Binyam Mohamed, an Ethiopian-born British resident, was arrested in Pakistan in 2002 on suspicion of links to extremists and spent six-and-a-half years in US custody in Morocco, Afghanistan and Guantanamo Bay.
His lawyers are seeking the release of information they say will show that Britain knew he was being tortured during his time in US custody in Morocco, a claim which is strongly denied by officials here.
Both Britain and the US spoke out against the ruling.
Foreign Secretary David Miliband said he was "deeply disappointed" and warned the judgment could cause the United States to limit the information it shared with Britain in future.
"The government is deeply disappointed by the judgment handed down today by the High Court which concludes that a summary of US intelligence material should be put into the public domain against their wishes," Miliband said.
"We will be appealing in the strongest possible terms."
Meanwhile, US State Department spokesman Ian Kelly said: "We are not pleased", adding that Washington kept such information confidential "to protect our own citizens".
Mohamed was taken to the US detention camp at Guantanamo Bay in 2004 and released in February this year, the first detainee to be freed under US President Barack Obama, who has pledged to close the camp.
He himself says it is of vital importance that the material is released to back up his claims of having suffered "medieval" torture.
"The public needs to know what their government has been up to for the last seven years," Mohamed told the BBC.
"There's information in there, which I'm 99 percent sure, states that the US sub-contracted the UK government to do its dirty work."

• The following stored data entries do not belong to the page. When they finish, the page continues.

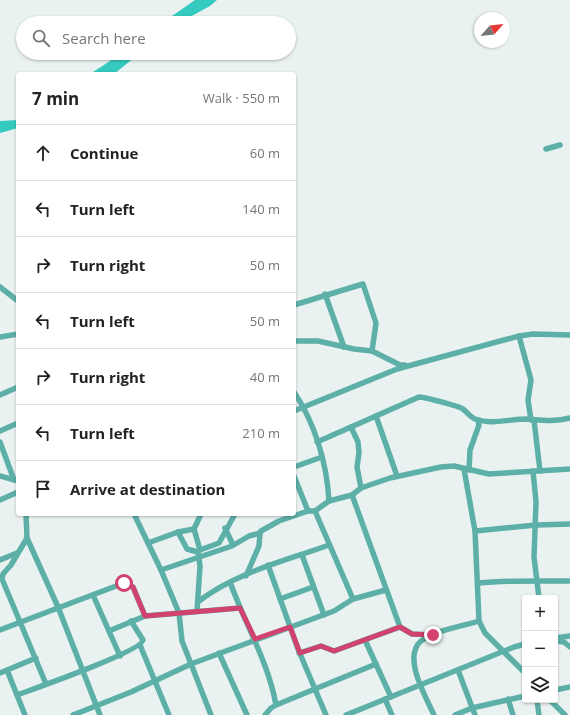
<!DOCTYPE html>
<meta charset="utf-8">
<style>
body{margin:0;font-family:"Open Sans",sans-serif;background:#f6f6f6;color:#222}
.controls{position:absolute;right:12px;bottom:12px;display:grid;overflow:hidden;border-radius:4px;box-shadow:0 1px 3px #0004}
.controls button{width:36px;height:36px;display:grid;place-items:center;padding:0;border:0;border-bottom:1px solid #e0e0e0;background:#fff;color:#222;font:20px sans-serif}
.compass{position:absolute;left:474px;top:12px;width:36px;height:36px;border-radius:50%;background:#fff;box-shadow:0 1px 3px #0004;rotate:63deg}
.stop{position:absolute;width:12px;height:12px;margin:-9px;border:3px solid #d1436e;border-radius:50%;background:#fff}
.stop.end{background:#d1436e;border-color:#fff;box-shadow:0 1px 4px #0008}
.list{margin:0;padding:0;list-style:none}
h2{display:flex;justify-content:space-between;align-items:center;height:52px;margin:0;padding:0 16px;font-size:17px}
h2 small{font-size:13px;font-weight:400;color:#767676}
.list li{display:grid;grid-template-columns:26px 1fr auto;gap:12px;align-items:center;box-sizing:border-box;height:56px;padding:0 16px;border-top:1px solid #e0e0e0}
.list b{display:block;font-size:15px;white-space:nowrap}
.list em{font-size:13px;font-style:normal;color:#767676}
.icon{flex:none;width:22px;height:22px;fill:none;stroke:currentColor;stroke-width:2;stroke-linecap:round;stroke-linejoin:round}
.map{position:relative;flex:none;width:570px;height:715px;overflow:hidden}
.search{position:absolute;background:#fff;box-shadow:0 1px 3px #0004;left:16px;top:16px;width:280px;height:44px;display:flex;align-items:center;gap:10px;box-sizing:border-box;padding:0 14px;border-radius:22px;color:#767676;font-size:15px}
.panel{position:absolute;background:#fff;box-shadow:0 1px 3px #0004;left:16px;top:72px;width:280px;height:444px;border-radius:4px}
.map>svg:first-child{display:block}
.water{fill:#34cabf}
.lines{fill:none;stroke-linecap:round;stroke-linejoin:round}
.minor{stroke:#5db0a8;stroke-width:5.5}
.route{stroke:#d1436e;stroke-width:5}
</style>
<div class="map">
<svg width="570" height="715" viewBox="0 0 570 715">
<rect width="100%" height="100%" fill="#eaf2f1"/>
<g class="water">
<path d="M 195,0 L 217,0 L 210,6 L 179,23 L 162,23 Z"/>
<path d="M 118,53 L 140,53 L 114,74 L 90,74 L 110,61 Z"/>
<path d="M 18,120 L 18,128 L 0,133 L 0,121 Z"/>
</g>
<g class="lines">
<g class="minor">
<path d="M 546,149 L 560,145"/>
<path d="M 0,287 L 18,301"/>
<path d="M 325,294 L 344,347"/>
<path d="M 294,305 L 363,284 L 376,323 L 372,351"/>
<path d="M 519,336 L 531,380 L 528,400 L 531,420"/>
<path d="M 0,337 L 18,334"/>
<path d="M 294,341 L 318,341 L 354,349 L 372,351 L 400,365 L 405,365"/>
<path d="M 294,392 C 315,423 327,464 329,501"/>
<path d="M 0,395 L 18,387"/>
<path d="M 294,411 L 397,369 L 519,336 L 533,334 L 570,335"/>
<path d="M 376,416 L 397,476"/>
<path d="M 534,420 L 540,471"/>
<path d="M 351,427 L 358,442 L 359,453 L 357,467 L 361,488 L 390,478 L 441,467 L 454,466 L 489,474 L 570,469"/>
<path d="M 0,431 L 18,423"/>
<path d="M 0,442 L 14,480"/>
<path d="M 317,442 L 419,397 C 424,397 459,406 463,409 C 467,412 470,417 475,419 C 492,425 509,419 527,419 C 541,420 556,422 570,418"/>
<path d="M 294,467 L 322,457"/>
<path d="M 464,469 L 475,531 L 479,621 L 485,633 L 525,673"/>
<path d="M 469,470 L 470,450 L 479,425 L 478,420"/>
<path d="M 533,471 L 536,502 L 534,557 L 539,598"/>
<path d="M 0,476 L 18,481"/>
<path d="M 294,476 L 308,511"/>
<path d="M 361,488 L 352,495 L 400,627 L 412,634 L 433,635"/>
<path d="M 0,500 L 18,492"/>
<path d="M 315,511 L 353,599"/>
<path d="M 26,514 L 27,538 L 58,607 L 100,715"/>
<path d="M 134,514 L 161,570 L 179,613 L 182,641 L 211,715"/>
<path d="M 225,528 L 233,545"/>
<path d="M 475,531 L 536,525 L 570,524"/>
<path d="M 178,532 L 187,549 L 198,552"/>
<path d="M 27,538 L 11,565 L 3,574 L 2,579 L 46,684"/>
<path d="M 148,543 L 178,532 L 194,529"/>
<path d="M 200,550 L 219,543 L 235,514"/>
<path d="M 302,555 L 324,615"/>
<path d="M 0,560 L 17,553"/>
<path d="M 268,565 L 298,649 L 326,715"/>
<path d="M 161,570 L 232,546 L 249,536 L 260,533 L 261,531 L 279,521 L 308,511 L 315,511 L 329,501 L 352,495"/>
<path d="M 246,576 L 259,546 L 260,533"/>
<path d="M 230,582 C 245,624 268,661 276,705"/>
<path d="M 478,583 C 509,580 539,581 570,581"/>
<path d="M 93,595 L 120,656"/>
<path d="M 280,599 L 313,587"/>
<path d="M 199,601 C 237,572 285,561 329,545"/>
<path d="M 197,611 L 200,566 L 198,552 L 200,550 L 194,529 L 201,514"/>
<path d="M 0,630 L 124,583 L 133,587 L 145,616"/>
<path d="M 109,631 L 145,616 L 240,608"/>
<path d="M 555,638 L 570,636"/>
<path d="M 365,640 L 391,697"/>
<path d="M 555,641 L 564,642 L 570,647"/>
<path d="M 140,645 L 169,715"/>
<path d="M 219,653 L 247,715"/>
<path d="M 299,653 L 321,646 L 334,651 L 400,627"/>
<path d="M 7,670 L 25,715"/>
<path d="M 458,670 L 475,715"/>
<path d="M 0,673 L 36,658"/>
<path d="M 555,690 L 570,687"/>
<path d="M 17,695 C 33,689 142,651 143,640 L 131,621"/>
<path d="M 385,699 L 392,715"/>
<path d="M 508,699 L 513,715"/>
<path d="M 537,700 L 539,715"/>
<path d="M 550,700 L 565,715"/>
<path d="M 73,715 L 131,692 L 191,664 L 334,611 L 353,599 L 386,590"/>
<path d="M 265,715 L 271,708 L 276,705 L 376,664"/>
<path d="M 346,715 L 514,647 L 525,644"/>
<path d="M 434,715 C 426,697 402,657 421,641 C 433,631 463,626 479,621"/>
<path d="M 455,715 L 472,708 L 525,696"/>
</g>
</g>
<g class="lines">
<path class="route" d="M 124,583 L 133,587 L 145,616 L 240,608 L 255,639 L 290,627 L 300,653 L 321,646 L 334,651 L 400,627 L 412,634 L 433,635"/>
</g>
</svg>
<div class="controls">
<button>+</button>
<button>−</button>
<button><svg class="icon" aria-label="layers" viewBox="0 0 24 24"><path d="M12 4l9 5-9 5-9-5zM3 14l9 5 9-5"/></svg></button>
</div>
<svg class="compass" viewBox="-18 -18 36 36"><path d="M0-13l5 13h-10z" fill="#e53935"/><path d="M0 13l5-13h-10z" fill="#767676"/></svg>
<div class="stop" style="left:124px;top:583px"></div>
<div class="stop end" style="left:433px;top:635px"></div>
<div class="search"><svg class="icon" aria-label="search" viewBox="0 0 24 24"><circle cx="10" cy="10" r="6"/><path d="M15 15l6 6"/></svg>Search here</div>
<section class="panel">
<h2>7 min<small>Walk · 550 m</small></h2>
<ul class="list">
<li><svg class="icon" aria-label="ahead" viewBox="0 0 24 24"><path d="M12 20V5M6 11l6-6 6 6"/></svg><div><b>Continue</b></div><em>60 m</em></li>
<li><svg class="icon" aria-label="left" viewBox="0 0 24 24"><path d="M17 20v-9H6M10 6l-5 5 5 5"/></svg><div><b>Turn left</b></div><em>140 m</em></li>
<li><svg class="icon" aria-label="right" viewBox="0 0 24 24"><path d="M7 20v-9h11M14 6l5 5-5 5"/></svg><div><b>Turn right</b></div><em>50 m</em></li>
<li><svg class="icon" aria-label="left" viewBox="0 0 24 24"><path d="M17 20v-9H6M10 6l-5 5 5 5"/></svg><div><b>Turn left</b></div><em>50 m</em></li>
<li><svg class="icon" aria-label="right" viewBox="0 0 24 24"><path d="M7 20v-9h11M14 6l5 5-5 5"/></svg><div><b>Turn right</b></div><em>40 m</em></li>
<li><svg class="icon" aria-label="left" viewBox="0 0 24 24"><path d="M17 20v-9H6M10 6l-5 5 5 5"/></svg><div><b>Turn left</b></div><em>210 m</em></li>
<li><svg class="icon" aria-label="arrive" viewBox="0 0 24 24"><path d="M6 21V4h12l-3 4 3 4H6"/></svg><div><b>Arrive at destination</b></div></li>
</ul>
</section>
</div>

Clive Stafford Smith, director of Reprieve, a legal rights charity acting for Mohamed, agreed.
"The judges have made clear what we have said all along -- it is irrational to pretend that evidence of torture should be classified as a threat to national security," he said.
"All along, the government has been trying to conflate national security with national embarrassment, nothing more, nothing less."
Mohamed was suspected of attending an Al-Qaeda training camp in Afghanistan and of plotting to build a radioactive "dirty bomb", but was never charged.
Miliband said the "fundamental question" was not the information itself but the risks its publication posed to intelligence-sharing arrangements.
"I've very happy for the documents to be published -- but not by us, by the Americans," he told Sky News television.
In a statement responding to the court ruling, he added: "The US will not prejudice its own intelligence if it perceives that this intelligence may be disclosed at the order of a foreign court or otherwise.
"It remains my assessment that the consequence of the court's judgment today, if left unchallenged, will be a restriction on what is shared with us."
The US intelligence was contained in seven paragraphs that were edited out of a judgment about Mohamed last year at the British government's request, but judges John Thomas and David Lloyd Jones reversed this decision Friday.
"As the risk to national security, judged objectively on the evidence, is not a serious one, we should restore the redacted paragraphs to our first judgment" in August 2008, they said.
The ruling came the day after the head of Britain's MI5 security service, Jonathan Evans, defended working with foreign agencies while insisting Britain did not collude in torture.
He said his service had faced a "real dilemma" about working with some foreign agencies but "would have been derelict in our duty" if it had not, in the aftermath of the September 11, 2001 attacks on the United States.